Acemoglu and Robinson on the great stagnation

Two things are absent in this debate, however.

First, much evidence shows that what determines technological innovations isn’t some sort of “exogenous innovation capacity,” but incentives…

Schmookler illustrated these ideas vividly with the example of the horseshoe. He documented that there was a very high rate of innovation leading to improvements in the horseshoe throughout the late 19th and early 20th centuries because the increased demand for transport meant increased demand for better and cheaper horseshoes. It didn’t look like there was any sort of limit to the improvements or any evidence of an “exogenous innovation capacity” in this ancient technology, which had been around since 2nd century BC. Then suddenly, innovations came to an end, but this had nothing to do with running out of low hanging fruit.
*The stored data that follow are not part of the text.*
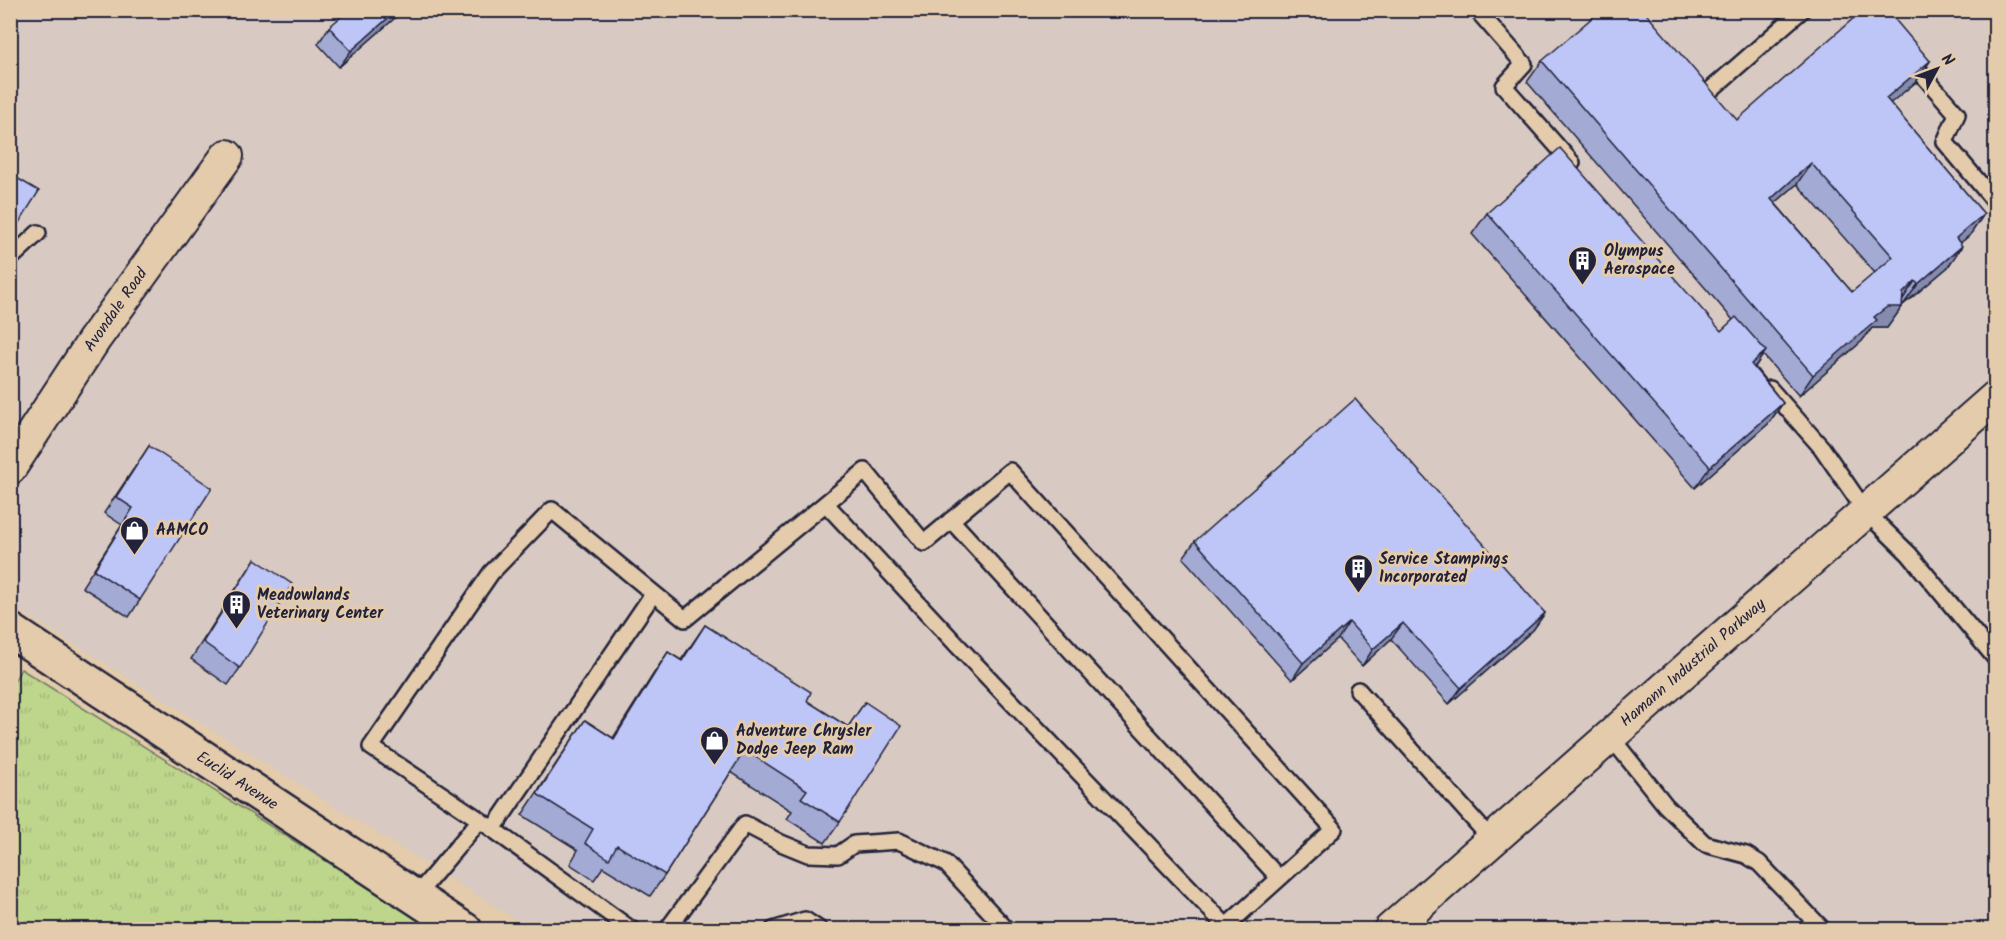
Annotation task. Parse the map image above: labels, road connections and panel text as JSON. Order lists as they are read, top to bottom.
{
  "streets": {
    "main road": ["Euclid Avenue"],
    "street": ["Avondale Road", "Hamann Industrial Parkway"]
  },
  "places": {
    "building": ["Olympus Aerospace", "Service Stampings Incorporated", "Meadowlands Veterinary Center"],
    "shop": ["AAMCO", "Adventure Chrysler Dodge Jeep Ram"]
  },
  "north": "top right"
}
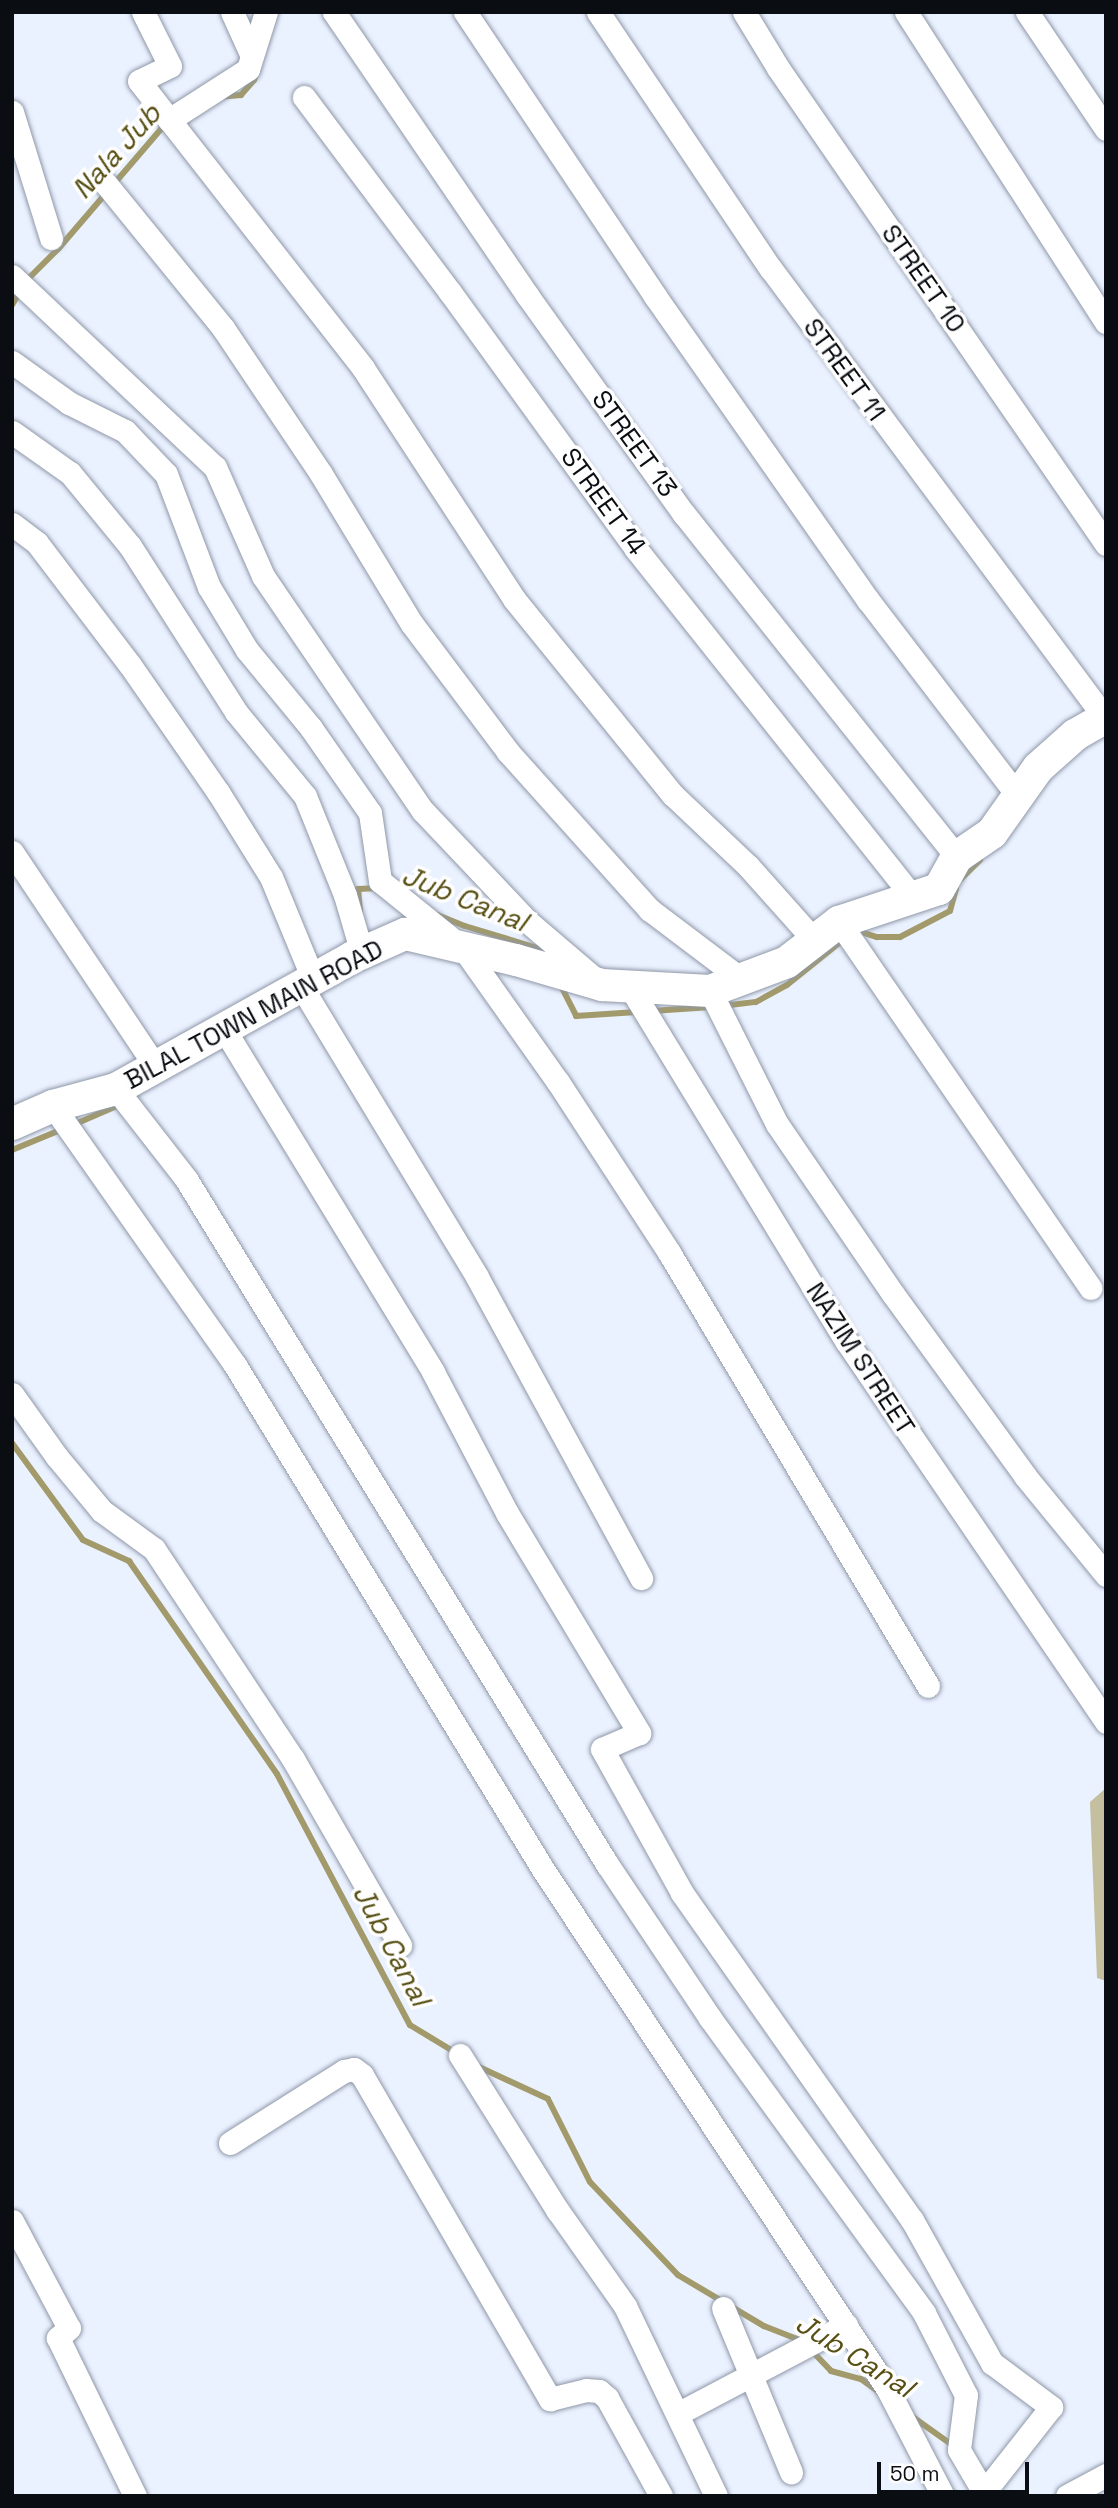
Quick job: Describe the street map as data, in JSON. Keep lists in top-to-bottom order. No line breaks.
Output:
{"streets":{"street":["STREET 10","STREET 11","STREET 13","STREET 14","BILAL TOWN MAIN ROAD","NAZIM STREET"]},"crossings":[["STREET 11","BILAL TOWN MAIN ROAD"],["STREET 13","BILAL TOWN MAIN ROAD"],["STREET 14","BILAL TOWN MAIN ROAD"],["BILAL TOWN MAIN ROAD","NAZIM STREET"]],"water":["Nala Jub","Jub Canal"],"scale_bar":"50 m"}
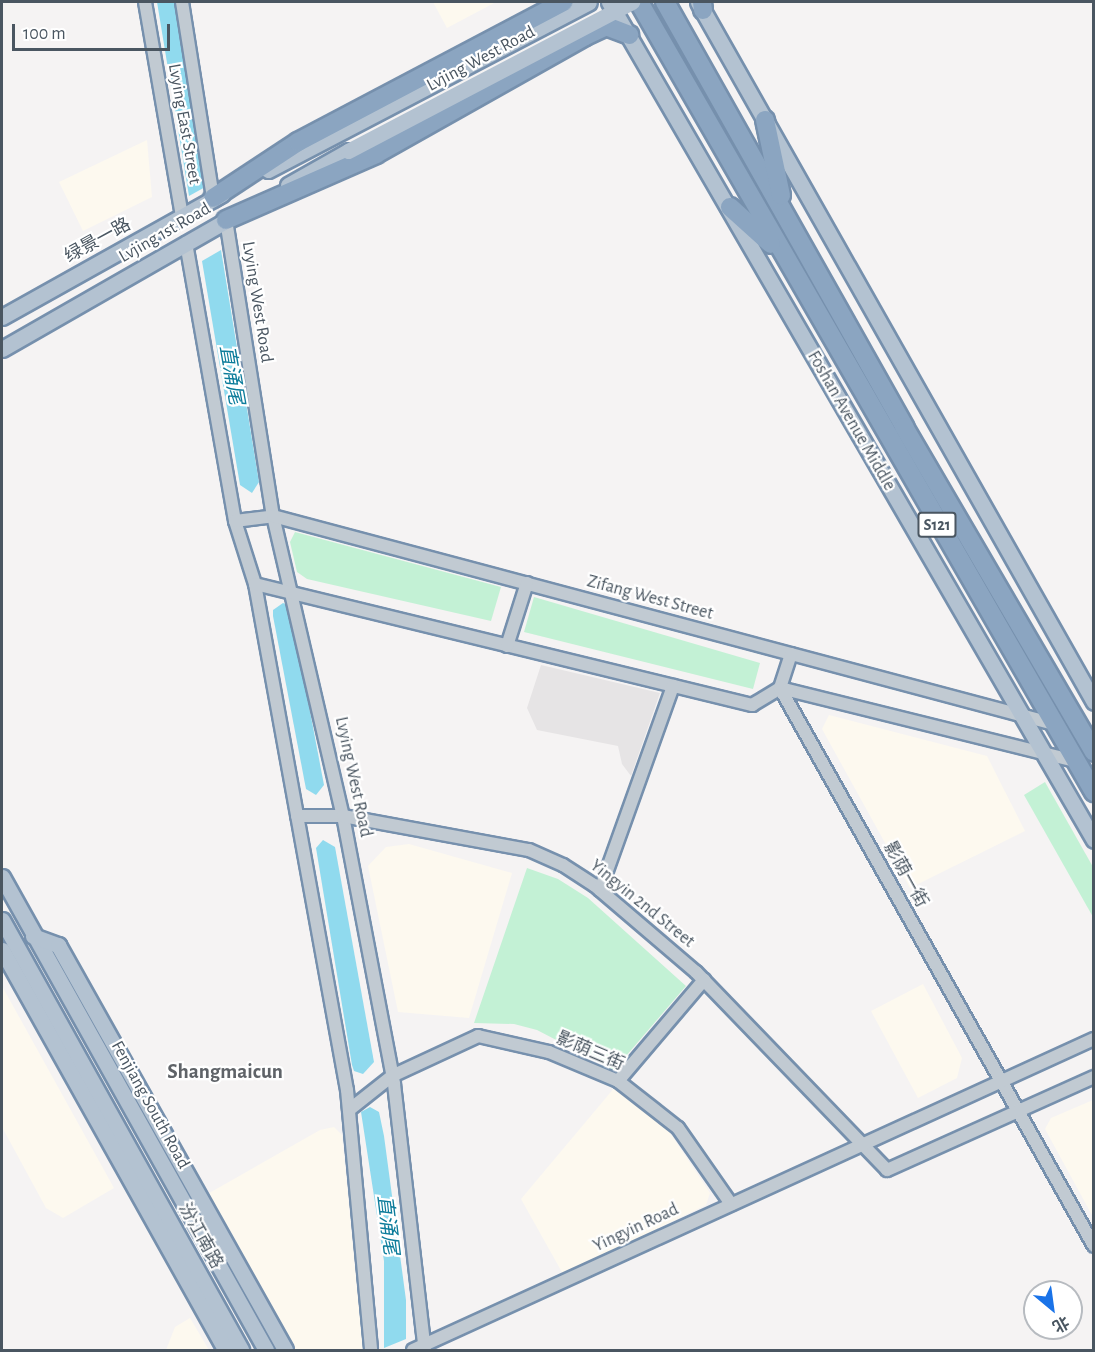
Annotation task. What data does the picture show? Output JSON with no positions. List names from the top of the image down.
{
  "streets": {
    "highway": ["Foshan Avenue Middle", "S121"],
    "main road": [
      "Lvjing West Road",
      "Lvjing 1st Road",
      "绿景一路",
      "Fenjiang South Road",
      "汾江南路"
    ],
    "street": [
      "Lvying East Street",
      "Lvying West Road",
      "Zifang West Street",
      "影荫一街",
      "Yingyin 2nd Street",
      "影荫三街",
      "Yingyin Road"
    ]
  },
  "crossings": [
    ["Lvjing West Road", "Lvjing 1st Road"],
    ["Lvying East Street", "Lvjing 1st Road"],
    ["Lvying East Street", "绿景一路"],
    ["Lvjing 1st Road", "绿景一路"],
    ["Lvjing 1st Road", "Lvying West Road"],
    ["Lvying West Road", "Zifang West Street"],
    ["Lvying West Road", "Yingyin 2nd Street"],
    ["Lvying West Road", "影荫三街"],
    ["Lvying West Road", "Yingyin Road"],
    ["Foshan Avenue Middle", "Zifang West Street"],
    ["影荫一街", "Yingyin Road"],
    ["Yingyin 2nd Street", "Yingyin Road"],
    ["影荫三街", "Yingyin Road"]
  ],
  "districts": ["Shangmaicun"],
  "water": ["直涌尾"],
  "scale_bar": "100 m",
  "north": "bottom right"
}
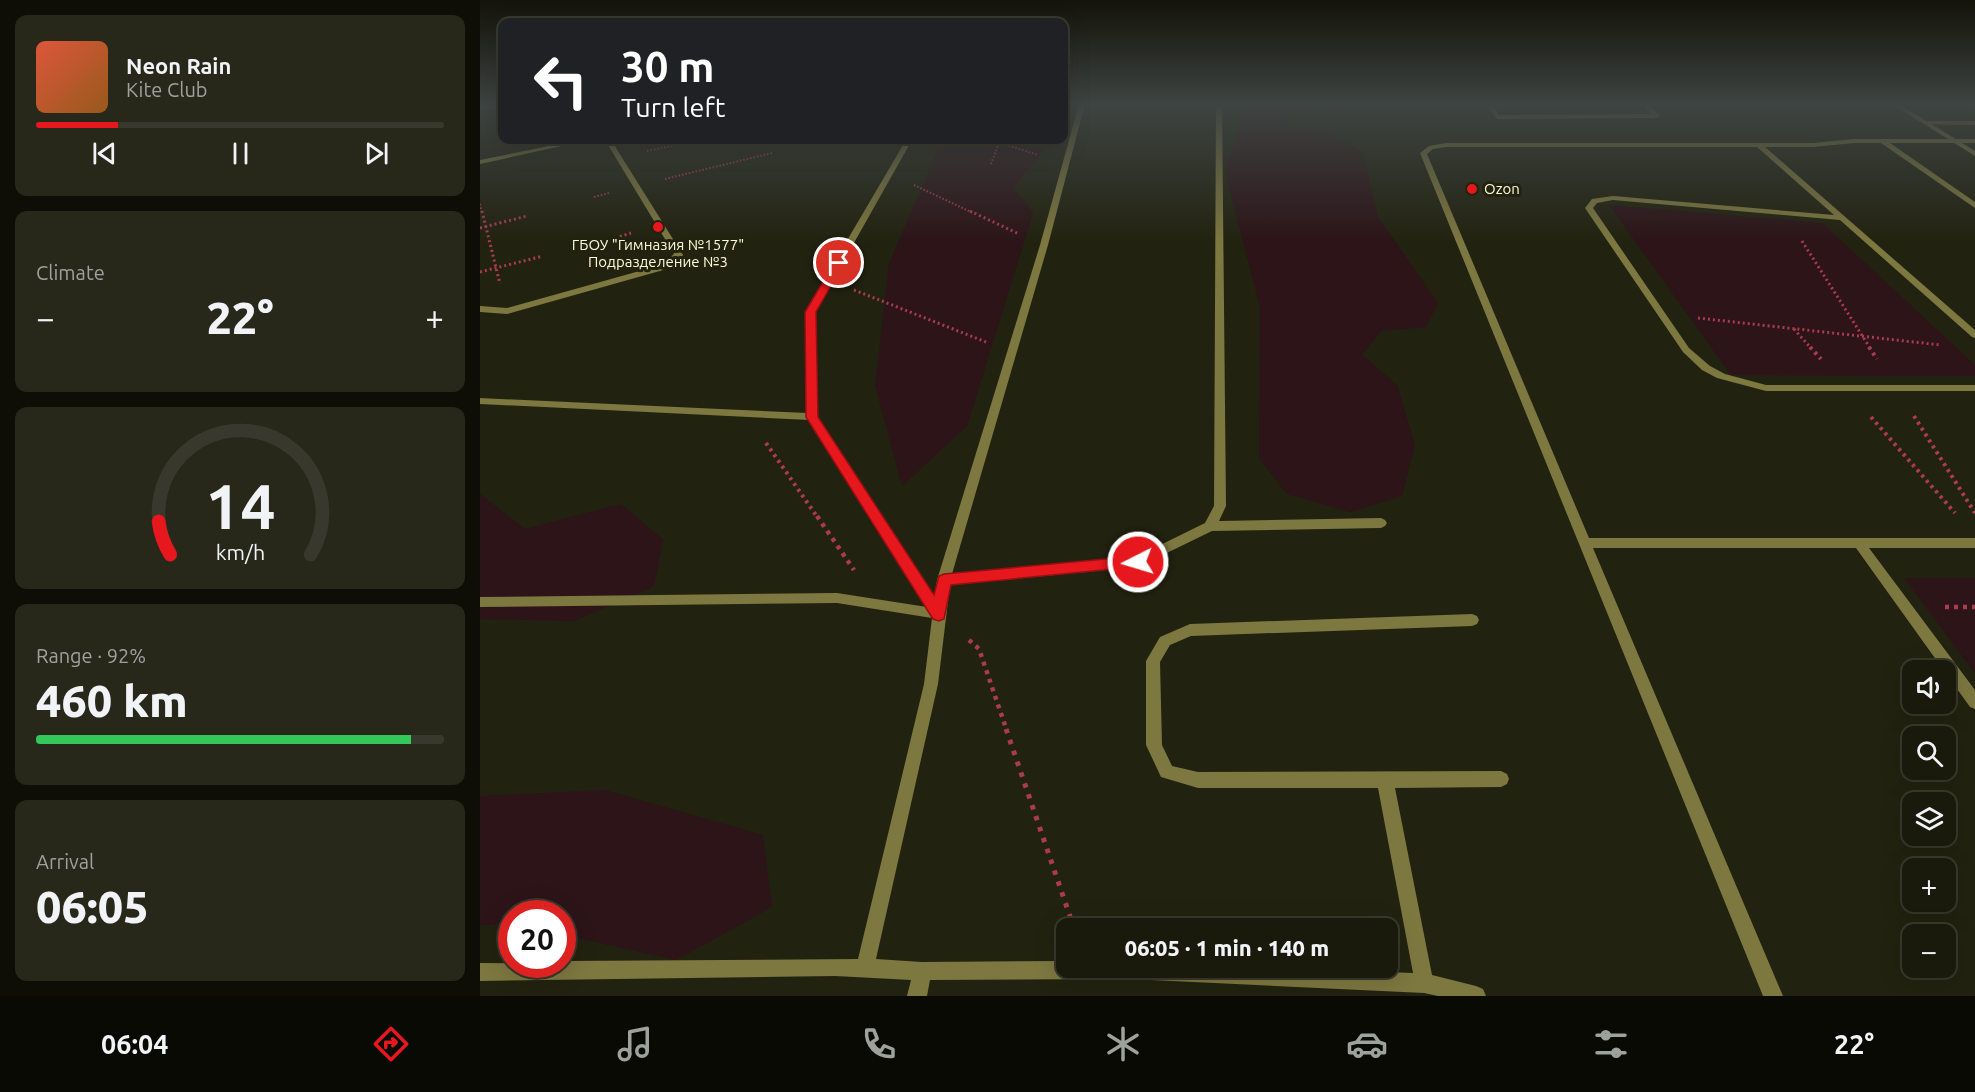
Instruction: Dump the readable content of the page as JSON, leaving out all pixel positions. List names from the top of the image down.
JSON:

Instead, as Schmookler put it (p. 93), it was because the incentives to innovate in this technology disappeared because “the steam traction engine and, later, internal combustion engine began to displace the horse… “

Their full post is here.

I have changed my mind on this issue quite a bit over the last four to five years.  Yes incentives matter, but outside of extreme environments are changes in incentives explaining the changes in what we observe?  I now think it is of critical importance where a sector or economy is on “the innovation curve.”  It was easier to innovate in game theory in the 1980s than it is today, even though the salaries of top economists have risen significantly.  The pharmaceuticals market is larger than ever before, and yet the pipeline is largely dry.  We are simply at a point where further breakthroughs are hard (and it is not obvious that FDA innovation taxes are getting worse over this period of change.)  Weren’t so many inventors of the 19th century largely “yahoos,” with no fancy degrees, relatively low pay, little or no peer review, not at the peak of the Flynn effect, and so on, and yet they were on a fruitful part of the innovation curve and performed wonders.

I think in terms of general purpose technologies and platform-like breakthroughs.  Once you get them, innovation runs wild, otherwise it is tough sledding, with incentives still accounting for some of the variation within a particular place on the innovation curve.